Inference speed

Question

Inference speed

poriop opened this issue 5 months ago · 5 comments

Hi. Great job, I just have question about increasing inference speed

If I get it right - this code processed one crop at the time using for, so no optimization of this part? Because now I don't see any difference with the sahi library

Answer 1 · 2024-05-28T07:48:09.000Z

To increase the inference speed, it is necessary to reduce the number of patches that are created. To make this easier and adaptable in the class MakeCropsDetectThem, there is an argument show_crops=True.

Regarding speed, you are correct; it is not exceptionally high because patch-based inference technologies are primarily developed not for real-time tasks but for projects involving high-resolution photo processing.

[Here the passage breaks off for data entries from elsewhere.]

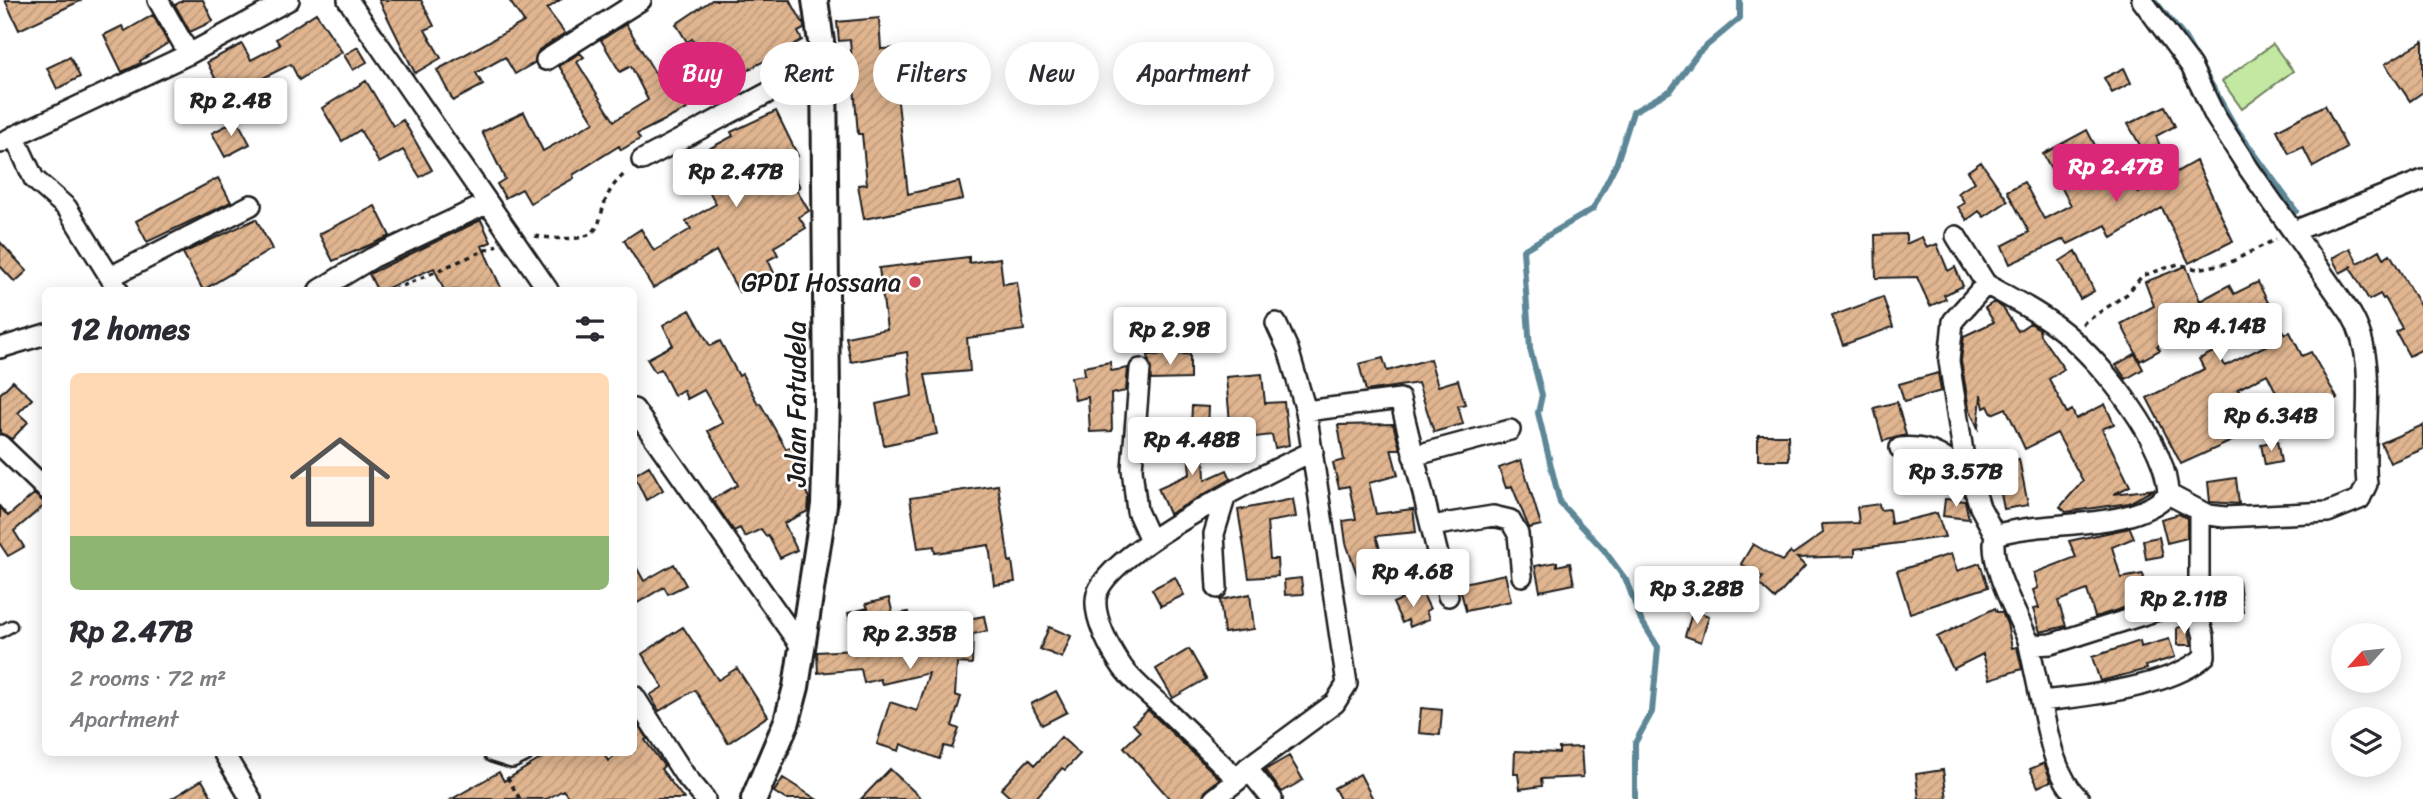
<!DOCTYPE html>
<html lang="en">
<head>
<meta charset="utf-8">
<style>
  body { margin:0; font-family:Sriracha,sans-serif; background:#f7f7f7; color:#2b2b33; height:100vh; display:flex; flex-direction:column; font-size:26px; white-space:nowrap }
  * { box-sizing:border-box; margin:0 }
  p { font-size:23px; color:#7c7c81 }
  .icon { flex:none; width:38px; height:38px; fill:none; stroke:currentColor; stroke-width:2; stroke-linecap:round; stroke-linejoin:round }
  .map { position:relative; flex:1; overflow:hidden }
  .side { position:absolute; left:42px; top:287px; width:595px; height:469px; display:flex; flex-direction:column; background:#fff; border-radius:10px; box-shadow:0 4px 18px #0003 }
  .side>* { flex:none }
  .hud { position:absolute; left:658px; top:42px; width:665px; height:63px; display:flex; gap:14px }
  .needle { width:46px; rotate:243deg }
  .fabs { position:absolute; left:2331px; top:623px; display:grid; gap:14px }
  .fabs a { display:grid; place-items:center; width:70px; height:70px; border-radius:50%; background:#fff; box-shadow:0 4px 18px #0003; font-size:35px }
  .price { position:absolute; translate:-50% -60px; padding:0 16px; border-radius:7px; background:#fff; color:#222; font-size:23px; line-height:46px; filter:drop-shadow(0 2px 4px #0008) }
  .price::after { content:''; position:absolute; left:50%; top:42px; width:21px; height:16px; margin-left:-10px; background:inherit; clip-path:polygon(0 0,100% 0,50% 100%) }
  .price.selected { background:#db2777; color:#fff }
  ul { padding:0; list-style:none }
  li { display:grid; align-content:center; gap:14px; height:371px; padding:0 28px }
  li+li { border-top:2px solid #e1e1e2 }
  li span { display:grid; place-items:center; height:217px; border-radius:10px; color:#555 }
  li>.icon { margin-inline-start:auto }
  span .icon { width:126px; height:126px; fill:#fffc; stroke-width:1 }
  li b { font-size:30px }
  h2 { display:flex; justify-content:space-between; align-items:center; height:84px; padding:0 28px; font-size:30px }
  .pill { padding:0 24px; border-radius:32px; background:#fff; box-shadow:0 4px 18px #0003; font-size:24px; line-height:63px }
  .pill.selected { background:#db2777; color:#fff }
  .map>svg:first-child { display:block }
  .garden { fill:#c2e8a2; stroke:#6f825f; stroke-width:2 }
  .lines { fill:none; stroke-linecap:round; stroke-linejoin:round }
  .stream { stroke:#5d8797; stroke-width:6 }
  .building { fill:url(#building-hatch); stroke:#1c1c1c; stroke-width:2 }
  .service-casing { stroke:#1c1c1c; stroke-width:15 }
  .minor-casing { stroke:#1c1c1c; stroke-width:24 }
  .tertiary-casing { stroke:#1c1c1c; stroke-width:30 }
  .path { stroke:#1c1c1c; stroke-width:3.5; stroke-dasharray:5 5; stroke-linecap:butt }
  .service { stroke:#fff; stroke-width:10 }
  .minor { stroke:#fff; stroke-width:19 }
  .tertiary { stroke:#fff; stroke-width:24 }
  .poi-dot { fill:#d1495b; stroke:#fff; stroke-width:2.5 }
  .labels { text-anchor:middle; stroke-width:5; stroke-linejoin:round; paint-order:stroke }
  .poi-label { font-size:26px; fill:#1c1c1c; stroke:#fff; text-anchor:end }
  .street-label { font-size:26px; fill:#1c1c1c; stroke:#fff }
</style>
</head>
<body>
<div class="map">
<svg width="2423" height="799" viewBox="0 0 2423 799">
  <defs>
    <pattern id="building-hatch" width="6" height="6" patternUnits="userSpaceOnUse" patternTransform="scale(1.75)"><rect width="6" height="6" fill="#e0b590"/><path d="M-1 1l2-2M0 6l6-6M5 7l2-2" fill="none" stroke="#c09b7c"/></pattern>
  </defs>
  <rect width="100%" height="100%" fill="#fff"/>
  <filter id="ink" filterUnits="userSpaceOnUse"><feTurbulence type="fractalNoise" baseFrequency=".0143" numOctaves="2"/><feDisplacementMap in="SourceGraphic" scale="14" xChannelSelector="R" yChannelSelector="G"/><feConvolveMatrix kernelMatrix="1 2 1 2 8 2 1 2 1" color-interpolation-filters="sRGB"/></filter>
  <g filter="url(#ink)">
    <!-- garden -->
    <path class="garden" d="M2273 44 2293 71 2242 109 2222 81Z"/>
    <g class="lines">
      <!-- stream -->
      <path class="stream" d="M2154 0 2185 38 2236 128 2296 211
        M1635 799V743L1652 712 1658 647 1641 620 1626 580 1604 550 1560 503 1538 413 1542 395 1530 349 1523 250 1593 209 1617 162 1633 112 1671 90 1698 53 1740 18V0"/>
    </g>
    <!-- building -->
    <path class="building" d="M5 0H82L19 30Z
      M184 0H203L213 21 190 32 175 5Z
      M379 0H421L434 26 425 30 441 58 415 73Z
      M509 0H560L547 9 565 33 539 50 534 63 515 74 505 57 476 73 483 85 453 101 437 70 524 22Z
      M712 0H790L804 25V29L798 32 802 40 717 87 692 39 687 42 676 24Z
      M316 13 342 52 299 80 291 64 261 79 266 91 230 108 207 62 242 44 251 60 280 45 276 39Z
      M153 15 168 43 140 61 141 63 122 72 104 35 122 26 125 31Z
      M879 18 881 49 904 48 906 74 895 75 908 194 959 182 963 199 864 219 858 185 867 184 862 134H858L850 40 839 41 837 22Z
      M626 24 658 78 668 72 687 109 637 134 640 139 621 150 619 146 573 175 574 178 530 203 522 189 505 198 497 184 505 179 482 132 524 112 543 151 594 122 559 66 580 53 584 57 577 62 614 121 648 100 631 66 620 72 601 40Z
      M2423 41V92L2410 101 2385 64Z
      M358 47 367 62 353 70 344 55Z
      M70 57 80 77 57 89 47 68Z
      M2124 68 2131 83 2112 93 2104 78Z
      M366 81 393 126 403 120 432 170 420 177 403 150 379 163 360 130 342 141 322 108Z
      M2325 105 2347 148 2313 167 2303 147 2289 154 2277 130Z
      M2165 106 2175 126 2156 136 2160 146 2145 154 2128 124Z
      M776 111 798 156 787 161 800 187 796 189 809 211 799 217 806 228 774 247 778 255 768 260 774 273 739 292 716 251 653 288 624 240 641 229 654 251 691 229 686 221 716 204 692 158 733 136 731 132Z
      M237 120 250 144 225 157 212 133Z
      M2087 130 2111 176 2127 168 2139 193 2196 161 2233 241 2189 263 2162 208 2112 238 2106 225 2068 244 2064 239 2010 264 2002 246 2029 232 2007 191 2024 182 2044 219 2071 205 2043 154Z
      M1981 162 2008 201 1984 217 1979 211 1967 220 1958 207 1965 203 1958 193 1975 182 1968 171Z
      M218 178 231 202 147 242 136 221Z
      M375 206 390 236 333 261 319 234Z
      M256 219 272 249 203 290 183 253Z
      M481 220 491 242 482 246 502 290H444L434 268 383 290H377L369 274Z
      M1906 234V244L1922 237 1927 248 1937 244 1948 271 1955 267 1963 286 1944 295 1946 299 1930 306 1917 277 1876 278 1875 235Z
      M0 242 27 271 15 282 0 266Z
      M2350 248 2358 263 2380 250 2384 258 2390 254 2423 311V349L2409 356 2396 332 2402 328 2385 298 2383 299 2380 294 2369 300 2350 267 2353 266 2340 273 2332 258Z
      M2076 251 2094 291 2080 299 2060 261Z
      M969 257V263L1000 258 1003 284 1017 282 1024 330 967 338 970 371 925 375 937 434 884 445 876 404 912 396 907 352 851 362 846 337 887 329 879 268Z
      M2186 266 2200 301 2229 285 2234 294 2258 282 2280 327 2285 334 2290 332 2302 356 2311 352 2337 398 2291 422 2267 374 2238 389 2243 398 2229 406 2243 436 2181 464 2147 398 2204 369 2199 359 2217 350 2225 366 2267 345 2249 314 2199 344 2190 328 2157 346 2160 350 2140 361 2121 324 2154 306 2145 282Z
      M1883 297 1893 327 1843 345 1832 316Z
      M1994 302 2003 308 2018 331 2030 323 2039 329 2040 335 2064 369 2049 379 2067 413 2072 410 2076 419 2105 404 2114 424 2102 429 2130 486 2114 494 2155 489 2129 503 2066 512 2060 507 2083 481 2057 433 2025 449 2006 408 1992 414 1988 406 1984 408 1981 395 1978 428 1969 408 1961 361 1964 336 1994 322 1985 308Z
      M690 310 710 346 720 341 739 376 742 374 758 404 760 403 786 449 796 444 807 464 795 471 809 498 808 511 784 523 797 550 780 558 768 535 766 536 761 529 745 537 740 528 734 531 712 499 738 485 708 431 723 423 704 390 687 399 683 390 674 395 661 369 655 372 647 359 673 345 663 325Z
      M1190 354V379L1151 380 1148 355Z
      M2135 354 2143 369 2126 379 2116 365Z
      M1383 358 1387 371 1430 359 1438 386 1458 380 1465 404 1458 406 1463 424 1434 432 1418 383 1366 391 1359 364Z
      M1110 362 1111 371 1128 368 1126 391 1111 394 1112 431 1090 432 1088 397 1075 400 1071 377 1085 375 1084 367Z
      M1938 373 1941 391 1904 402 1899 384Z
      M1262 374 1265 403 1284 402 1289 445 1275 448 1272 435 1238 439 1237 423H1230L1226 377Z
      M13 381 32 399 18 413 28 422 12 439 0 433V394Z
      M1897 402 1906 435 1883 441 1874 408Z
      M1192 406 1209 407 1208 427 1191 426Z
      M1393 424 1400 449H1391L1398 475 1369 483 1376 514 1413 509 1416 532 1376 536 1388 575 1360 583 1346 543 1343 521 1356 519 1349 486 1339 488 1333 463 1344 460 1338 425Z
      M2423 425V449L2390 463 2381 443Z
      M1203 429 1205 480 1227 470 1231 479 1169 514 1158 488 1190 474 1186 430Z
      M1758 435H1788L1789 460H1758Z
      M2277 441 2281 462 2265 465 2261 444Z
      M2019 459 2028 505 2004 509 1995 464Z
      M1521 460 1541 525 1529 528 1512 486 1506 488 1499 468Z
      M649 466 663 490 646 500 634 475Z
      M2236 478 2239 504 2210 502 2208 482Z
      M998 485 1009 562 1012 561 1015 582 994 585 989 545 935 553 934 546 918 548 910 498Z
      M34 494 46 504 14 531 24 547 8 556 0 544V507L8 516Z
      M1293 499 1296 517 1267 522 1270 559H1277L1278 576 1249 578 1238 510Z
      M1945 499 1965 501 1969 519 1943 516Z
      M1879 504 1880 510 1889 509 1891 524 1937 513 1945 537 1855 549V556L1797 558 1805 566 1775 599 1758 583 1763 577 1741 564 1753 544 1782 561 1790 552 1793 554 1823 533 1822 524 1859 523 1857 507Z
      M2179 514 2187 518V538L2167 543 2161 519Z
      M2130 528 2134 538 2112 547 2121 578 2143 574 2149 600 2095 617 2087 590 2058 601 2066 626 2040 632 2033 609 2039 608 2033 590 2038 588 2034 573 2076 557 2069 541Z
      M2159 537 2163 556 2146 559 2143 540Z
      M1951 554 1957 571 1980 563 1988 587 1910 613 1897 571Z
      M1557 562V566L1570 563 1574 584 1540 591 1535 566Z
      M634 563 644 581 674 564 686 585 668 594 664 587 634 605Z
      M1505 574 1511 601 1466 611 1459 584Z
      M1175 577 1184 595 1161 606 1152 589Z
      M1301 578 1303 594 1285 595 1284 580Z
      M2239 581 2243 612 2220 614 2217 583Z
      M1421 590 1430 609 1426 611 1429 619 1410 627 1408 620 1402 623 1393 603Z
      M1250 594 1254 629 1224 633 1220 600Z
      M889 598 893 615 908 612 912 630 984 616 987 631 973 634 972 664 957 663 955 695 961 697 952 726 959 729 952 748 944 746 939 759 901 744 899 751 877 744 890 702 917 711 929 673 882 684 880 679 864 683 861 669 818 673 817 652 856 650 848 613 868 608 866 604Z
      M1995 608 1997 612H2002L2007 624 2012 648 2017 647 2022 669 1990 679 1983 654 1953 669 1937 637Z
      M1693 610 1709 616 1701 642 1685 636Z
      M2188 625 2192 645H2177V628Z
      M683 627 718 680 737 668 768 716 728 743 695 690 659 711 650 695 663 687 642 654Z
      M1049 627 1071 636 1062 658 1040 649Z
      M2169 639 2175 657 2146 666 2147 669 2100 681 2092 657 2140 641 2141 647Z
      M1189 649 1206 679 1173 698 1156 669Z
      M1056 691 1067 712 1042 725 1031 704Z
      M1421 708 1442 710 1440 735 1419 733Z
      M1148 710 1220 779 1206 790 1202 799H1170L1124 747 1140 732 1133 724Z
      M634 718 647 739 645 740 664 766 661 769 684 799H570L563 790 547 799H452L499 772 504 781 552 752H603L608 761 619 752H634Z
      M1061 737 1080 754 1065 770 1062 768 1035 799H1012L1001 789 1029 759 1035 765Z
      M1581 747 1583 777 1541 779 1542 786 1520 789 1518 774H1514L1515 751 1559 753V748Z
      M1289 756 1303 780 1282 792 1265 770Z
      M2044 763 2051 781 2038 787 2030 769Z
      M890 769 922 799H861Z
      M1943 770 1947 799H1919L1916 774Z
      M1360 774 1373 799H1340L1334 788Z
      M783 778 816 799H785L774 792Z
      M202 780 213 799H171Z"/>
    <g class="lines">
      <!-- service casing -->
      <g class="service-casing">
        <path id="service" d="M0 632 11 626"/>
      </g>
      <!-- minor casing -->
      <g class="minor-casing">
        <path id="minor" d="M158 0 189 54
          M348 0 548 290
          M2142 0 2191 66 2215 116 2249 169 2351 314C2380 362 2361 430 2367 484L2360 499 2328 512 2225 517 2208 515 2168 494
          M546 60 641 0
          M14 136 34 179 67 208 118 290
          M0 143 189 54 289 0
          M642 160 824 63
          M2294 231 2423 180
          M1956 236 1986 284 1953 321 1949 361 1964 458 1980 507 1995 535
          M110 277 251 205
          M1986 284C2012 299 2041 313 2065 333 2103 364 2167 443 2168 494 2132 532 2046 519 1995 535 1988 564 2017 613 2028 640L2034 645 2051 644 2193 599 2199 583V511
          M319 290 372 258 486 204
          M0 348 46 334
          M1140 369 1132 469 1137 511 1150 540
          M634 409 802 648
          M1306 411 1400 399 1448 596
          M0 445 46 489
          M1900 448C1931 445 1947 458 1969 478
          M1413 456 1510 430
          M1431 526 1493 516 1510 520 1518 534 1522 576
          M1217 588 1214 534 1225 498
          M2028 640 2041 701C2084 697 2174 686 2205 656L2204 636 2193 599
          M634 696 684 774 705 799
          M2041 701C2048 733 2054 775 2079 799
          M223 752 251 799
          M493 752 512 758 524 752
          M1247 768 1272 799
          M1238 780C1214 756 1190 733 1165 709 1151 696 1135 684 1123 668 1111 651 1091 615 1097 594 1109 550 1269 472 1313 451
          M1214 799 1238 780 1247 768 1335 703 1347 684 1306 411 1288 349 1276 323"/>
      </g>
      <!-- tertiary casing -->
      <g class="tertiary-casing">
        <path id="tertiary" d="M754 799 787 721 796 687 824 505 827 403 824 63 815 0"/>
      </g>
      <!-- path -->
      <path class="path" d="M535 236C630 249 579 210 627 172
        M393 290 497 245
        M2082 324 2127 294 2142 276 2178 264 2197 269 2229 263 2276 239
        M507 777 520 799"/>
      <!-- service -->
      <use href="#service" class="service"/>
      <!-- minor -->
      <use href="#minor" class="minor"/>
      <!-- tertiary -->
      <use href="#tertiary" class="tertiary"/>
    </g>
  </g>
  <!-- markers -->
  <circle class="poi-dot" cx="915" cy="282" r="7"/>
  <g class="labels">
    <!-- poi labels -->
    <g class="poi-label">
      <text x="901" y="291">GPDI Hossana</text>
    </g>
    <!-- street labels -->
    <g class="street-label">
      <text transform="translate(796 404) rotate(-90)" y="9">Jalan Fatudela</text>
    </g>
  </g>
</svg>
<div class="fabs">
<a><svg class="needle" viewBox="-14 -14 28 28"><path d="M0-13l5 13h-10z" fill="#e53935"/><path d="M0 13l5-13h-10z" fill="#7c7c81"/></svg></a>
<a><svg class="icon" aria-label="layers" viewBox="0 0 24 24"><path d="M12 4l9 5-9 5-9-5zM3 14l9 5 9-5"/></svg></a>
</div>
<b class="price" style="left:231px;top:138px">Rp 2.4B</b>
<b class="price selected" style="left:2116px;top:204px">Rp 2.47B</b>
<b class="price" style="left:736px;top:209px">Rp 2.47B</b>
<b class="price" style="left:2220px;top:363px">Rp 4.14B</b>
<b class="price" style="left:1170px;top:367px">Rp 2.9B</b>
<b class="price" style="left:2271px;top:453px">Rp 6.34B</b>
<b class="price" style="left:1192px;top:477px">Rp 4.48B</b>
<b class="price" style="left:1956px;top:509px">Rp 3.57B</b>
<b class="price" style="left:1413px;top:609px">Rp 4.6B</b>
<b class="price" style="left:1697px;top:626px">Rp 3.28B</b>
<b class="price" style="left:2184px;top:636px">Rp 2.11B</b>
<b class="price" style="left:910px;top:671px">Rp 2.35B</b>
<div class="hud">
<a class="pill selected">Buy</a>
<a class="pill">Rent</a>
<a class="pill">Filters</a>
<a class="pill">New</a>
<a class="pill">Apartment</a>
</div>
<section class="side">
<h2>12 homes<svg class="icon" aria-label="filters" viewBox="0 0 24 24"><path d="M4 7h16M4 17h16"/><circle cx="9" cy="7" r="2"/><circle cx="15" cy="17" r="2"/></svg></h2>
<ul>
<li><span style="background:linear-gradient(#ffd9b3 75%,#8fb573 0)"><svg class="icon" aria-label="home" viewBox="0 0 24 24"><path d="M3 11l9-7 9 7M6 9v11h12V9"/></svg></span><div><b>Rp 2.47B</b><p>2 rooms · 72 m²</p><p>Apartment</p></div></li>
</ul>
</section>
</div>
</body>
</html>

Our key distinction from SAHI: support for instance segmentation tasks with two levels of detection quality (less accurate but without a burden on the operational memory, more resource-intensive but accurate), an improved algorithm for suppressing duplicate crop intersections (thanks to additional sorting by the sizes of detected objects), a user-friendly interface with extensive options for selecting optimal parameters, and support for the most current models (everything provided by ultralytics: YOLOv8, YOLOv8-seg, YOLOv9, YOLOv9-seg, YOLOv10, FastSAM, and RTDETR).

Answer 2 · 2024-06-18T14:02:43.000Z

Thanks for the great library @Koldim2001!

I am the creator of SAHI and an advisor at Ultralytics. I wanted to share some updates: SAHI now supports instance segmentation with a memory-efficient implementation for Ultralytics models and includes non-maximum-merging (NMM) for eliminating duplicate detections. 👍🏻

Answer 3 · 2024-06-18T16:24:52.000Z

@fcakyon It is very nice to receive a positive review from you. My colleague and I were inspired by your project when creating this library! Thanks for adding instance segmentation. We will be in touch! 👍🏻

Answer 4 · 2024-07-01T17:46:37.000Z

@poriop Good afternoon!

I have some great news – the new version of the library now includes the ability to process all patches (crops) in one batch, which significantly increases inference speed. To take advantage of this functionality, you need to update the library ->

pip install --upgrade patched_yolo_infer

and then, when initializing the MakeCropsDetectThem class, pass the parameter batch_inference=True. This improvement has increased fps by approximately 1.5 times.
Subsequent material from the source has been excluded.